Los intelectuales indígenas quechuas representaron en un taki, o wanka, su visión de la muerte del Inca, el hecho más traumático de la conquista. Si gran parte de los nueve millones de habitantes del imperio no podían mirar a los ojos del Inca, nadie tenía el derecho de quitarle la vida. Para que esa historia y sus consecuencias fueran conocidas, los encargados de guardar la memoria representaron los hechos y lo hicieron desde la perspectiva de su propia cultura. Esta pieza de teatro es importante no sólo porque está escrita en un quechua impecable, sino porque expresa un punto de vista indígena sobre la muerte del Inca. Al final de la pieza, Pizarro lleva la cabeza de Atauhuallpa ante el Rey de España:
«Venerable señor de España
vengo de haber ejecutado
tu real voluntad.
Aquí te traigo la cabeza y su Llauto»9 .
El rey de España, indignado le responde:
«¿Cómo has ido a hacer eso?
Ese rostro que me has traído
es igual que mi rostro
¿cuándo te mandé yo
a dar muerte a este Inca?
Ahora serás ajusticiado
[...]
Ay Pizarro, Pizarro,
Cómo eres tan abyecto traidor
Corazón nacido al pillaje».
Pizarro muere por la palabra del Rey y éste cierra toda la historia diciendo:
«Lleváoslo si es así [si está ya muerto]
id a entregarlo al fuego y que perezca
y con él su descendencia toda
y haced que destruyan su casa.
De ese guerrero infame
no debe quedar nada
esto es cuanto yo ordeno».
Ningún fraile español habría podido escribir un texto como ése; tampoco habría permitido que una pieza con ese contenido fuera vista libremente en las plazas públicas. Por eso, esa representación fue seguramente clandestina y se conservaba por lo menos hasta 1871, más de tres siglos después de Potosí. No tenemos evidencias de una representación de esta pieza teatral en la campaña del ejército de Túpac Amaru II, pero sí que sus soldados vieron Ollantay, una representación colonial del siglo XVIII escrita en quechua, muy probablemente por un cura, y en la que sólo alguien ajeno a la cultura inca podía imaginar que un simple guerrero podría desafiar el poder del Inca para casarse con una doncella. Tampoco fue por azar, que la monarquía española después del levantamiento de Túpac Amaru prohibió, además de la lectura de Los Comentarios reales de Garcilaso Inca de La Vega, las representaciones teatrales entre los llamados indios, y el uso del quechua; prohibió, además, que se vistieran con las ropas de la época incaica, que aprendan a leer y a escribir; y les negó el privilegio de no pagar tributos y de tener indios a su servicio. En dos palabras, con la derrota de Túpac Amaru II en 1781 desaparece la aristocracia indígena y los quechuas quedaron reducidos a la doble y exclusiva condición de pobres y de analfabetos forzosos.
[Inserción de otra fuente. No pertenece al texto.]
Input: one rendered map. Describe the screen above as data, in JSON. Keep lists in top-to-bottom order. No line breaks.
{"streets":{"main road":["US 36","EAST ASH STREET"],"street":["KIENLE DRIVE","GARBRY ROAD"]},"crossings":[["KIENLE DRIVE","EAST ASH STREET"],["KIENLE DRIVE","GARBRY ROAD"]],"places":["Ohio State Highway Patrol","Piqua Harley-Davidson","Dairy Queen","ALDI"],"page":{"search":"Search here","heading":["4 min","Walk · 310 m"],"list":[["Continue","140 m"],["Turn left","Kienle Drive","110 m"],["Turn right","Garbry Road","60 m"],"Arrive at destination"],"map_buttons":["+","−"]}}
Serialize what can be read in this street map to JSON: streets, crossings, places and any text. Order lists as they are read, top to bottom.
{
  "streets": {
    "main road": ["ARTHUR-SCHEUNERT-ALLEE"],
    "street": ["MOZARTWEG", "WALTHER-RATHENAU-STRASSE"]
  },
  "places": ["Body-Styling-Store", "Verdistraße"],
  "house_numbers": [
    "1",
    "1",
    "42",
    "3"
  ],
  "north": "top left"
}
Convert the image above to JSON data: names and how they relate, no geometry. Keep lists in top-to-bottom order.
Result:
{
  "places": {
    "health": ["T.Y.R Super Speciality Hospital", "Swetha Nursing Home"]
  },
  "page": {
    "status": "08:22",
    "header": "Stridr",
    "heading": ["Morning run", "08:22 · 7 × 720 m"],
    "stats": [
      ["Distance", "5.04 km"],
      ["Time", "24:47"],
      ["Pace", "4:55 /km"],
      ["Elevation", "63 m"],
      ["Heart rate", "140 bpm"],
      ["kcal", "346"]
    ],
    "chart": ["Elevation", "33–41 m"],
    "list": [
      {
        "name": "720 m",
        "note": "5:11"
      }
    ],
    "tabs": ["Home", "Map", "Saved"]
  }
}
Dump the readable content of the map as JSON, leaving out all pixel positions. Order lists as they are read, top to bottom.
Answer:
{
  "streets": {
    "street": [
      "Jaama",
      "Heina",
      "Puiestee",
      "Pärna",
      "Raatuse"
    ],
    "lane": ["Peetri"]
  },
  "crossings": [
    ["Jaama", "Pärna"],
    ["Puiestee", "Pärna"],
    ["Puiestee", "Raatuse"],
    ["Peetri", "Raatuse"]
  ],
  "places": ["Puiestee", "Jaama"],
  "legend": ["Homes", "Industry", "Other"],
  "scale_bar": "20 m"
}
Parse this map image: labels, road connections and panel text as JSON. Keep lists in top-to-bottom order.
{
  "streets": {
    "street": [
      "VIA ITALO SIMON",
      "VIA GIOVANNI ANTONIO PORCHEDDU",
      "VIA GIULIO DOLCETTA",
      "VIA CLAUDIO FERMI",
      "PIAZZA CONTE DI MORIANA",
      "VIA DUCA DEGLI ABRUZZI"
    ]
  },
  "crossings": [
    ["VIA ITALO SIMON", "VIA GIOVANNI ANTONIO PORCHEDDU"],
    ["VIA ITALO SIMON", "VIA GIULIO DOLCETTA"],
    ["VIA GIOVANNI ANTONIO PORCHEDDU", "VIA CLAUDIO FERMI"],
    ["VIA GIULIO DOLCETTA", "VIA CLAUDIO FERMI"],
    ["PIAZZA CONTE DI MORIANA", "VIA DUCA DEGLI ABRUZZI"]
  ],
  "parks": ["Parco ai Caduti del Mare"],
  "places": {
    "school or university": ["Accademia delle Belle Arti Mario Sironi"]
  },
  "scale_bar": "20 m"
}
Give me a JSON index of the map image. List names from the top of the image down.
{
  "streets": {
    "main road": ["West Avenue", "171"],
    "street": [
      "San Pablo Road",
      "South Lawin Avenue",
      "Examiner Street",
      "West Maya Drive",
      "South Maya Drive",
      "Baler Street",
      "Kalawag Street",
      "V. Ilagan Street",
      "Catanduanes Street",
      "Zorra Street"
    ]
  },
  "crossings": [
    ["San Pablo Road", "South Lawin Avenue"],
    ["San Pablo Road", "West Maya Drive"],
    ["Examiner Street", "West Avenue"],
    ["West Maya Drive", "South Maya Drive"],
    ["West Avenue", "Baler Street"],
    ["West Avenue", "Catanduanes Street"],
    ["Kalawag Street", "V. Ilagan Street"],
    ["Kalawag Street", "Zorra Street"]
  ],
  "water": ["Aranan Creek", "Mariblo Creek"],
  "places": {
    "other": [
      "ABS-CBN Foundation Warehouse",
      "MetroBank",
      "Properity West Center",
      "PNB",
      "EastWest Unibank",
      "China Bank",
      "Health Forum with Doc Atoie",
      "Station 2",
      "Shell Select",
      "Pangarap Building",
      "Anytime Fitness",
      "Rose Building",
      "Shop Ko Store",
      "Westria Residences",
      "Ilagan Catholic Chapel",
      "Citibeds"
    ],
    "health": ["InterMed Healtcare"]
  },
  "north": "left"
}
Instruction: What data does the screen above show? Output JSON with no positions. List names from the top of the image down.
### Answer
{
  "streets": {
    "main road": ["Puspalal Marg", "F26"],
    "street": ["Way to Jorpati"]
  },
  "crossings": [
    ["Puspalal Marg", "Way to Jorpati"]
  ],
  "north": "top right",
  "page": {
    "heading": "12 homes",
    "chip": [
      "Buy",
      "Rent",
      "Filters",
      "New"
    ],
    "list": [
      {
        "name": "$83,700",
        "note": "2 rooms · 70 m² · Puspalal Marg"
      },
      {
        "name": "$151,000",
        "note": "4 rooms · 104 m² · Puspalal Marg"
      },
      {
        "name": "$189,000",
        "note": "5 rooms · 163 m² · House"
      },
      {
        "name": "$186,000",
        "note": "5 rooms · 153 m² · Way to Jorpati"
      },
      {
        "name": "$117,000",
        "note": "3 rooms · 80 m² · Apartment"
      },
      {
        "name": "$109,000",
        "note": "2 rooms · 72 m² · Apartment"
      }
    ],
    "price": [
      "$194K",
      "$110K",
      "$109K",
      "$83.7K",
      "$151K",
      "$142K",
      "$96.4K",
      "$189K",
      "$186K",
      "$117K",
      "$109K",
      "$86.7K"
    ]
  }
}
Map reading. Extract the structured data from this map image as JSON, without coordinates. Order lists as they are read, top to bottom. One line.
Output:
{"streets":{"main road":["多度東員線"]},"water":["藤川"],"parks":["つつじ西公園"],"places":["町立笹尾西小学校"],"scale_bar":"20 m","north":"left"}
Los nobles indígenas aliados de la monarquía española contra Túpac Amaru, no sobrevivieron por mucho tiempo.
El proceso que va de la historia al mito, gracias a la invención y recreación teatral de la realidad, se vuelve más complejo si se toma en cuenta que en algún momento se convierte en un ritual y en una fiesta. En efecto, la muerte del Inca reaparece como un segmento teatral en las celebraciones andinas de Bolivia, Perú y Ecuador con ocasión de algunas fiestas patronales. El libro Nacimiento de una utopía: muerte y resurrrección de los incas, del historiador peruano Manuel Burga (1988), ilustra esta compleja conversión gracias a una aproximación en la que el historiador enriquece su perspectiva con el trabajo de campo propio de la Antropología10.
El rito, celebrado de año en año, no explica ni cuestiona la realidad. Sólo muestra algunos de sus fragmentos, cuyas versiones cambian de un lugar a otro mediando sólo unos cuantos kilómetros entre ellos. En uno muere el Inca, en otro no. Como se trata de tradiciones rituales, sólo se las reproduce y se las observa. Para las personas que participan como actores o son parte del público que mira y se divierte, esos fragmentos forman parte de un espectáculo cuya finalidad es únicamente divertir. Nada sabemos de la manera como los individuos procesan esos fragmento dentro de su propia memoria.
Doscientos años después de la rebelión de Túpac Amaru II, vuelven a aparecer intelectuales indígenas, que leen y escriben en sus lenguas y en castellano. Tienen una visión crítica de la historia y embriones de propuestas para algo que podría llamarse un proyecto indígena propio. Alberto Taxzo, un yachag o sabio quichua ecuatoriano que trabaja la tierra con sus manos, curandero, dirigente de base con una brillante actuación en el levantamiento indígena de 199011 es un intelectual indígena bilingüe que escribe en castellano y reflexiona sobre su propia cultura. Es el ejemplo más avanzado de una corriente que en el último tercio del siglo veinte afirma un liderazgo nuevo, originariamente indígena en los países andinos como Ecuador, Bolivia y Perú. Su pequeño libro (Taxzo, 1990) es una fuente de primer orden para conocer el modo de razonar de un quichua contemporáneo y para aproximarse a la memoria colectiva de su pueblo.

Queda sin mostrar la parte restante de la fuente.